◆ Source data ◆
★ ★ ★ ★ ★ ★ ★

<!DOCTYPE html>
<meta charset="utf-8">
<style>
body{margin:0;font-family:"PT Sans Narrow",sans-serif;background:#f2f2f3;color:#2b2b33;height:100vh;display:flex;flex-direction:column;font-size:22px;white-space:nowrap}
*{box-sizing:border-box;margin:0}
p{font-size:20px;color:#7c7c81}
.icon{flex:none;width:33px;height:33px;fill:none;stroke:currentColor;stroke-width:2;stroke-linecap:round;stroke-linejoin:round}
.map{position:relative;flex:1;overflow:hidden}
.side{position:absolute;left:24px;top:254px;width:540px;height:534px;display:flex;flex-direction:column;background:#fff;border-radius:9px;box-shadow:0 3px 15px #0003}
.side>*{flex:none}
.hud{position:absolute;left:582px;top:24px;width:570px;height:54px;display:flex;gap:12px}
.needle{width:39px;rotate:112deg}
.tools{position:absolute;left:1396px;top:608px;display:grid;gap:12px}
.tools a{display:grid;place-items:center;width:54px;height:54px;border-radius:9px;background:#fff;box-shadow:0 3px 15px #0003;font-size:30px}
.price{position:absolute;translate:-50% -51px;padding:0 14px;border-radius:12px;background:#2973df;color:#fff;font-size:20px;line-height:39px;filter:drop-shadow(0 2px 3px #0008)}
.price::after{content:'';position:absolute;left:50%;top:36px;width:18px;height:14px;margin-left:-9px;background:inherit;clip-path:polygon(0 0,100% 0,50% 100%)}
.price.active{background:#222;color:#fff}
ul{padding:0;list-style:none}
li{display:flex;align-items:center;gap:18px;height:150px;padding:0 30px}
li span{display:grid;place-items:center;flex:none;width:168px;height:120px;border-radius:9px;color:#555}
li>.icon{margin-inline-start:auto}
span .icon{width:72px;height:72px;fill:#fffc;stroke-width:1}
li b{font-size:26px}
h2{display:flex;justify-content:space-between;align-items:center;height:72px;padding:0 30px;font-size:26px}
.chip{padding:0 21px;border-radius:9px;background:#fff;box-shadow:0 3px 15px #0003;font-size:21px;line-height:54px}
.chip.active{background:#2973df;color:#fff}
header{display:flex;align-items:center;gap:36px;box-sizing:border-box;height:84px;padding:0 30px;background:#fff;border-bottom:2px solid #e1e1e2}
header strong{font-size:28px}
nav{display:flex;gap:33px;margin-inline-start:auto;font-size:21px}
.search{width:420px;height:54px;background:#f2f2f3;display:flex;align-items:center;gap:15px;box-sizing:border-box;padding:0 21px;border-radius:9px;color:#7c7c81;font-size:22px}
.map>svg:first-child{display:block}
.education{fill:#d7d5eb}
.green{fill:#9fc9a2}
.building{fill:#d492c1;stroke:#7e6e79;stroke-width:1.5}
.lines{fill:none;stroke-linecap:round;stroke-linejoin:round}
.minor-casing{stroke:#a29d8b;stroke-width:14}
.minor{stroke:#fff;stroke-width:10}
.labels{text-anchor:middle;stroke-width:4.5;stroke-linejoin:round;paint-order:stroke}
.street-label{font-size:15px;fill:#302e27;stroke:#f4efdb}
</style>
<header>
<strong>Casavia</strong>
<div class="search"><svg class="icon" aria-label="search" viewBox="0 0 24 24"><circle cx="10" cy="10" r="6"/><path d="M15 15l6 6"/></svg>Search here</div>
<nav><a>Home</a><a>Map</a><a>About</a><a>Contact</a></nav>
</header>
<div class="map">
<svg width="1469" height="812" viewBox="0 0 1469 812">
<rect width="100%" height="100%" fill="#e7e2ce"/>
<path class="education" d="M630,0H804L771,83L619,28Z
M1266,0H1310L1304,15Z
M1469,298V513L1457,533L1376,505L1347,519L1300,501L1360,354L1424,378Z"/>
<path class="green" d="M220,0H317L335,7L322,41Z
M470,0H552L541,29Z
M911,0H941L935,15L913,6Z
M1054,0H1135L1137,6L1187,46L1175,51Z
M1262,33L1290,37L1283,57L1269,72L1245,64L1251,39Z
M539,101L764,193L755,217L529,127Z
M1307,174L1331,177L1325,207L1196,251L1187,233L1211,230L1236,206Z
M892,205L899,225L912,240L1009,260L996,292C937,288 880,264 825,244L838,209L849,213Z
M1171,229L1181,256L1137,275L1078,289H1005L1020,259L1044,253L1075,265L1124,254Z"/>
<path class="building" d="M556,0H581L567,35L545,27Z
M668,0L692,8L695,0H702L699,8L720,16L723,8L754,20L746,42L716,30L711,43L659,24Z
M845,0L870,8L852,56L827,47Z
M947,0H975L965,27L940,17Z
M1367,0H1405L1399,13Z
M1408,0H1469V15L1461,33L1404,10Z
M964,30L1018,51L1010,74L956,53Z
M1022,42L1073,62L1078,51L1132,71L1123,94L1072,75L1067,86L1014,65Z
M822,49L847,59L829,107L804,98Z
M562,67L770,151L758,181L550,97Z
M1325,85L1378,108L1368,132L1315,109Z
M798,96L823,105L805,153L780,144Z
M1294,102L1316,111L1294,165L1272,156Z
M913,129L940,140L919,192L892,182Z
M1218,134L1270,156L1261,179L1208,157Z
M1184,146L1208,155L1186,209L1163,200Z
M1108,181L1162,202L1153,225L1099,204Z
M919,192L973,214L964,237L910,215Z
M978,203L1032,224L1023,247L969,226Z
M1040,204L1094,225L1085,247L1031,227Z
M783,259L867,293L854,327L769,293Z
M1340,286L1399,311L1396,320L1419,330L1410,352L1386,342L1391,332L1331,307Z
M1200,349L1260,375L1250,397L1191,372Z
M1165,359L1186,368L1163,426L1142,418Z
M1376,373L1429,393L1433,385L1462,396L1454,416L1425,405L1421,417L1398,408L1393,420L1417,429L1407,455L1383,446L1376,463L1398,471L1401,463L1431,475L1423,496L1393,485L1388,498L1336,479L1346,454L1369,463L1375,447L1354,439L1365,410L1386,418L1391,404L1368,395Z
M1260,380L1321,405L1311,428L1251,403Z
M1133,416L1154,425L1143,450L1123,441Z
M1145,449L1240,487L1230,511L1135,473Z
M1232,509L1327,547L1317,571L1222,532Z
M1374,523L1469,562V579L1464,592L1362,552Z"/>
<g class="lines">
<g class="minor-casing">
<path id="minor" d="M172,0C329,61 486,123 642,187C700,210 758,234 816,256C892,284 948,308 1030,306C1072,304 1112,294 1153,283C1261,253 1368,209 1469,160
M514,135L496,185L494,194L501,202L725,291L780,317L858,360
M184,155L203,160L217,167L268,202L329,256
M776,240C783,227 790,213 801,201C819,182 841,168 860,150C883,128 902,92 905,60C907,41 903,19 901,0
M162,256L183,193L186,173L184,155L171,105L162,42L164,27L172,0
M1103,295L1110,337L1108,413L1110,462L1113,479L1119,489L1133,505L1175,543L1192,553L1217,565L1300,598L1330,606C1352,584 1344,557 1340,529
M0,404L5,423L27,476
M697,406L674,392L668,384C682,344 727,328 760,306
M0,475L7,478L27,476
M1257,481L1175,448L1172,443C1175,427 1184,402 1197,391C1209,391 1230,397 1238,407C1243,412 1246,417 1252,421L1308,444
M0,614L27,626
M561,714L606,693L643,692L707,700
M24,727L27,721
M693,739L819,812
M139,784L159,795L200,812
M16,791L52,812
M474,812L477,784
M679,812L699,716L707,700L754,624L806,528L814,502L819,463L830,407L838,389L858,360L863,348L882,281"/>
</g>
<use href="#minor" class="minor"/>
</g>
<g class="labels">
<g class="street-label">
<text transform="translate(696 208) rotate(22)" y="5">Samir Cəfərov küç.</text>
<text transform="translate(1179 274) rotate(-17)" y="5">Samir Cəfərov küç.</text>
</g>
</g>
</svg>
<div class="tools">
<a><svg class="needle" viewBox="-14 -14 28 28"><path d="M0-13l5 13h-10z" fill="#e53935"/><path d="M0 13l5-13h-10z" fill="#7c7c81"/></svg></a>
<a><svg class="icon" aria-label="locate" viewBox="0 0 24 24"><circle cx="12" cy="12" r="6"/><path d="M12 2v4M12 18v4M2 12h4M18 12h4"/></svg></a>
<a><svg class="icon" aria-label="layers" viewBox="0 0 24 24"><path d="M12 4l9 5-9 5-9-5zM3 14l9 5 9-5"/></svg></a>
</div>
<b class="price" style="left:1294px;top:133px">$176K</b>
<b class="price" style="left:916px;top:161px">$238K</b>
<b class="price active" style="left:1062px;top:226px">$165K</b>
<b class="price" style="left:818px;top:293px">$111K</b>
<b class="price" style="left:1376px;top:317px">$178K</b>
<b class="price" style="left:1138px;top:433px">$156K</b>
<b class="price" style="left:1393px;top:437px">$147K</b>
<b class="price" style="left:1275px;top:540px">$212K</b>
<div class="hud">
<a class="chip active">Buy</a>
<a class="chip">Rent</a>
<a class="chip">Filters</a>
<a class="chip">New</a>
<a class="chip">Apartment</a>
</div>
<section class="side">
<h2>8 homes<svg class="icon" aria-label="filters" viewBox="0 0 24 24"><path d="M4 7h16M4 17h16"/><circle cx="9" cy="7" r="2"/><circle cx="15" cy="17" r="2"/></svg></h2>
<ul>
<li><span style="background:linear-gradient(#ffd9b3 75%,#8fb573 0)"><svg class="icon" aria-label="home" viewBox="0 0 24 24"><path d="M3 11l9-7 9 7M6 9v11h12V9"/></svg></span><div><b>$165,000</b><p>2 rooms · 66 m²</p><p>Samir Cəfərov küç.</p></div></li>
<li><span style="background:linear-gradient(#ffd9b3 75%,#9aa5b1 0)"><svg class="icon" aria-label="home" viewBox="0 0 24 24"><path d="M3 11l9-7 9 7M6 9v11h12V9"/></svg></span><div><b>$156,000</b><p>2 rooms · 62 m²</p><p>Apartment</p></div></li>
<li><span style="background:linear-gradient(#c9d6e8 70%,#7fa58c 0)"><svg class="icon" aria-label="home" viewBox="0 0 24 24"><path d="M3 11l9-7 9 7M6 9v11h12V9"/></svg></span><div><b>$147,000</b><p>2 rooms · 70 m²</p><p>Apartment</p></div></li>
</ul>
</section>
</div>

★ ★ ★ ★ ★ ★ ★

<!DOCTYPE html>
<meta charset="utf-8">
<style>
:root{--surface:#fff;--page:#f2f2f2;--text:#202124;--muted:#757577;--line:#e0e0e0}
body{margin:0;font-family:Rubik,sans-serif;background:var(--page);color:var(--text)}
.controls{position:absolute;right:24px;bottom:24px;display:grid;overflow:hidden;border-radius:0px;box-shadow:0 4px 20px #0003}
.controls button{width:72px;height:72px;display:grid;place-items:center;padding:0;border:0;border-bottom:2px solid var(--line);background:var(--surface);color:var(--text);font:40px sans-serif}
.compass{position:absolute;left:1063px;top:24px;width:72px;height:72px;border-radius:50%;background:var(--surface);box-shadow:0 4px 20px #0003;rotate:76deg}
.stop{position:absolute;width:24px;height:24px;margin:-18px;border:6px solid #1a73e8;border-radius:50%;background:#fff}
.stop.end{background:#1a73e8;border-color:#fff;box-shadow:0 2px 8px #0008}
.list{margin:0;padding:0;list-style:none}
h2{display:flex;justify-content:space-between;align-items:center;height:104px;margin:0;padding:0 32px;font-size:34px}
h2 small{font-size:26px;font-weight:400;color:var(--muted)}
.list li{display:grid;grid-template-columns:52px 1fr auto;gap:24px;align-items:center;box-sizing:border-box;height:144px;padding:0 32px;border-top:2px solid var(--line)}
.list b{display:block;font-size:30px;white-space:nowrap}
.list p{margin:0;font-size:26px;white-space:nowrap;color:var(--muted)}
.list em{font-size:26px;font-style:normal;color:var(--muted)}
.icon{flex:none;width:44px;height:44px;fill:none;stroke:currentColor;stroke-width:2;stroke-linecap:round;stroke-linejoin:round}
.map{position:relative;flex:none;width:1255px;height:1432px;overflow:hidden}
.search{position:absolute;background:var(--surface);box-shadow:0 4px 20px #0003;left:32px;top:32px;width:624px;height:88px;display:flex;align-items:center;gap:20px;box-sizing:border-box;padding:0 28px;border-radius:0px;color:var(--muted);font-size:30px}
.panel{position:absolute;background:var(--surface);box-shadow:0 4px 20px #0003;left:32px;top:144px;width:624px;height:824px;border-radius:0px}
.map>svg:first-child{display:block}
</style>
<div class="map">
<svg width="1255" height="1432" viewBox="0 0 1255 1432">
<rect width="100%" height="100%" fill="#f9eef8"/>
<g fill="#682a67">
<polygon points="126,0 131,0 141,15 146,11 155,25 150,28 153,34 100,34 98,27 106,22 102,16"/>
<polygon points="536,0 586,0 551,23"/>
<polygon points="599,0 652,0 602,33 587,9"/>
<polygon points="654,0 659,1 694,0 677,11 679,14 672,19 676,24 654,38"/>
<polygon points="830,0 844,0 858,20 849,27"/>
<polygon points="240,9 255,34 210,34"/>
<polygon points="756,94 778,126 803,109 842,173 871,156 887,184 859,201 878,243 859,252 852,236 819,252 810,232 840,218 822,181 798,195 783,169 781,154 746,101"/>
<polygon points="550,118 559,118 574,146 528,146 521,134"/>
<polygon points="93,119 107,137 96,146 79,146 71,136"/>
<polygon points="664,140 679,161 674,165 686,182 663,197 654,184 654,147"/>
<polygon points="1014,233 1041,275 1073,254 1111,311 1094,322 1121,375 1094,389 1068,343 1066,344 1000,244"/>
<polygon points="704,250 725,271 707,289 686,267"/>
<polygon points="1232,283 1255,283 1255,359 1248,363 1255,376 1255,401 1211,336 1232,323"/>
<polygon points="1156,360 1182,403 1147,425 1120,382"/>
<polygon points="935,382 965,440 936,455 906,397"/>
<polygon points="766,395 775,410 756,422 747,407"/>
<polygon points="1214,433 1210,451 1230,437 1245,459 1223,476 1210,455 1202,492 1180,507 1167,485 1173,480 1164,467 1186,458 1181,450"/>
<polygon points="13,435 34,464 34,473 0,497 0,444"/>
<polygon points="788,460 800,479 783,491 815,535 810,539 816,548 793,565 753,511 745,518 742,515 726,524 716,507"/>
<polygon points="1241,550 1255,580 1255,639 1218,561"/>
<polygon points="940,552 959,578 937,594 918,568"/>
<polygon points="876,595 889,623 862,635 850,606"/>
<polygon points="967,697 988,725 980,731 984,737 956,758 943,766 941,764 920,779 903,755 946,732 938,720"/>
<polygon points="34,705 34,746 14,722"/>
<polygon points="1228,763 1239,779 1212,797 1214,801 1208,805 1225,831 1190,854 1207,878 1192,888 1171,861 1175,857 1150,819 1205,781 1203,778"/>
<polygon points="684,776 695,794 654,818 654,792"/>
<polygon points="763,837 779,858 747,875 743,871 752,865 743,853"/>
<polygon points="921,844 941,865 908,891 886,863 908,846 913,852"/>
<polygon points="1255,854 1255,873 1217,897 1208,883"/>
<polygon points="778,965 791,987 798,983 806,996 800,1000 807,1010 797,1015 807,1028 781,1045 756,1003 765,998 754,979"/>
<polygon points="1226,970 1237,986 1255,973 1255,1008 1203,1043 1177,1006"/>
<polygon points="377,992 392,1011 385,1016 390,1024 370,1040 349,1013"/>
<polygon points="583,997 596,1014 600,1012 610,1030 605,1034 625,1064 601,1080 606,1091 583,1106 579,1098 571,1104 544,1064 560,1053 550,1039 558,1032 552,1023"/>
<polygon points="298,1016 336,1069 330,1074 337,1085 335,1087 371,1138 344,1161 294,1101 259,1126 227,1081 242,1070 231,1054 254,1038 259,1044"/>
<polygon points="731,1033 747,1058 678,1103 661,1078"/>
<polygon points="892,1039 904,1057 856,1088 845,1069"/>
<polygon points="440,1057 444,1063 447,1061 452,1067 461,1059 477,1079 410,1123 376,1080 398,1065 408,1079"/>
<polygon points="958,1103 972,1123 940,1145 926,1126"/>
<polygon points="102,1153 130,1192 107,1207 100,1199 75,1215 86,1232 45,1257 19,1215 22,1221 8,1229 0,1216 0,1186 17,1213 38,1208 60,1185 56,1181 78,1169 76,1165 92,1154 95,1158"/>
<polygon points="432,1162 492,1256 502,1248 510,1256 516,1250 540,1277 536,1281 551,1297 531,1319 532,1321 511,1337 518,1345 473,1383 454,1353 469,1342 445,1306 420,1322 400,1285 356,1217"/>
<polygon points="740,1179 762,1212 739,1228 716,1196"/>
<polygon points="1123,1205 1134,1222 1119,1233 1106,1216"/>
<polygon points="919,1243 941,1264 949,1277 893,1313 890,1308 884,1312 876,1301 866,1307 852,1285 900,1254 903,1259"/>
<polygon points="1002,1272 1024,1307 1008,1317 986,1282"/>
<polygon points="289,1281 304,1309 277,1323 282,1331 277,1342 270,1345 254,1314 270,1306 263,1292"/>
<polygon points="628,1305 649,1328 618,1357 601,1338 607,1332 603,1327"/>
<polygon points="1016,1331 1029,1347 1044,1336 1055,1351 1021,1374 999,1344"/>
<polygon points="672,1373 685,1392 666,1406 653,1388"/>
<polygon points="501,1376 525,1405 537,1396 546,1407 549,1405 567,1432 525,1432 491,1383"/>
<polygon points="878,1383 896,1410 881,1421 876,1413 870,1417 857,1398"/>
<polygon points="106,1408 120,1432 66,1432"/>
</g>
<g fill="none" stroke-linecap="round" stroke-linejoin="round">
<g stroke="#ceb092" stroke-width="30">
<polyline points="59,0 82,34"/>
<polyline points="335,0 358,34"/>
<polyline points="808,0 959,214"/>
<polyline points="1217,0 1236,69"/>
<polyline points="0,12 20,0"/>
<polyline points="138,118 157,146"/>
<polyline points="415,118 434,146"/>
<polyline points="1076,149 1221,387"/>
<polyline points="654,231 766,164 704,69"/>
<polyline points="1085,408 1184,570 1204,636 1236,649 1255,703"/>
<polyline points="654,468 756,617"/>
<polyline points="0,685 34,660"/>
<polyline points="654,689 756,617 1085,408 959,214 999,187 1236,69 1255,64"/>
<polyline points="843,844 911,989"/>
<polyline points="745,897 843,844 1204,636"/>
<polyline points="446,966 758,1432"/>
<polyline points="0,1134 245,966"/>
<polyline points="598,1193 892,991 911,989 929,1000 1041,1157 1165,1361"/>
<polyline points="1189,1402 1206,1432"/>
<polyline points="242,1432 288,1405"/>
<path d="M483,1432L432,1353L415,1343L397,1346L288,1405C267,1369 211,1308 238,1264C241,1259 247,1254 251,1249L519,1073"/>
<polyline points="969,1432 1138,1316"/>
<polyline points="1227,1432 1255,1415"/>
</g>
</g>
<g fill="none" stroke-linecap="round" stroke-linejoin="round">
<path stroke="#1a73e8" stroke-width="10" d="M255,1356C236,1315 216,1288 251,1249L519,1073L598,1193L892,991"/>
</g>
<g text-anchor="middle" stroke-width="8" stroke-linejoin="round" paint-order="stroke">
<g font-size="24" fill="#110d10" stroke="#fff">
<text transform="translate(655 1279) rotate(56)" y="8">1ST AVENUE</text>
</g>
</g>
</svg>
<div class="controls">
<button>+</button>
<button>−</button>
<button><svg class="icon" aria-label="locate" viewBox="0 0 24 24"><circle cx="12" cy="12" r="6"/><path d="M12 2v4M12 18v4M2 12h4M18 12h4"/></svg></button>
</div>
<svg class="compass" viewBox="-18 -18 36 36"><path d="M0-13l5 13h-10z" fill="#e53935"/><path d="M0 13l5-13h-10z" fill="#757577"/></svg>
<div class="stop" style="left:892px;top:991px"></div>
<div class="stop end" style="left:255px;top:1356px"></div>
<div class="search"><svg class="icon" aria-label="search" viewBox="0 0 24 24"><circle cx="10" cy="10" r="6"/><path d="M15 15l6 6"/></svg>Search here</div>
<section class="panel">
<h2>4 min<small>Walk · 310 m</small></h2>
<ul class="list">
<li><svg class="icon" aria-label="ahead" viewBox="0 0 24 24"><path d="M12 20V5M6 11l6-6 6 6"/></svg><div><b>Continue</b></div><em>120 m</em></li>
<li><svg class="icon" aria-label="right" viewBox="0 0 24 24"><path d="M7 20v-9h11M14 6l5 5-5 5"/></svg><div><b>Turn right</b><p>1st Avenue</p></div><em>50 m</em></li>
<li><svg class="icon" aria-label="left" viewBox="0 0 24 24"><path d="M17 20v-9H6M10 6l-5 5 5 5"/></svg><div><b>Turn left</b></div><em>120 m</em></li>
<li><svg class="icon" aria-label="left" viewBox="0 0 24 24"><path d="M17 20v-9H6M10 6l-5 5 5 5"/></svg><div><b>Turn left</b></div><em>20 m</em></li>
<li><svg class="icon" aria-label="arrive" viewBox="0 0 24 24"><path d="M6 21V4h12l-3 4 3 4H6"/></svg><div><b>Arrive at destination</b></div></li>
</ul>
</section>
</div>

★ ★ ★ ★ ★ ★ ★

◆ What is required ◆
Among the entries, find every line holding "lines" and return it.

◆ Reply ◆
.lines{fill:none;stroke-linecap:round;stroke-linejoin:round}
<g class="lines">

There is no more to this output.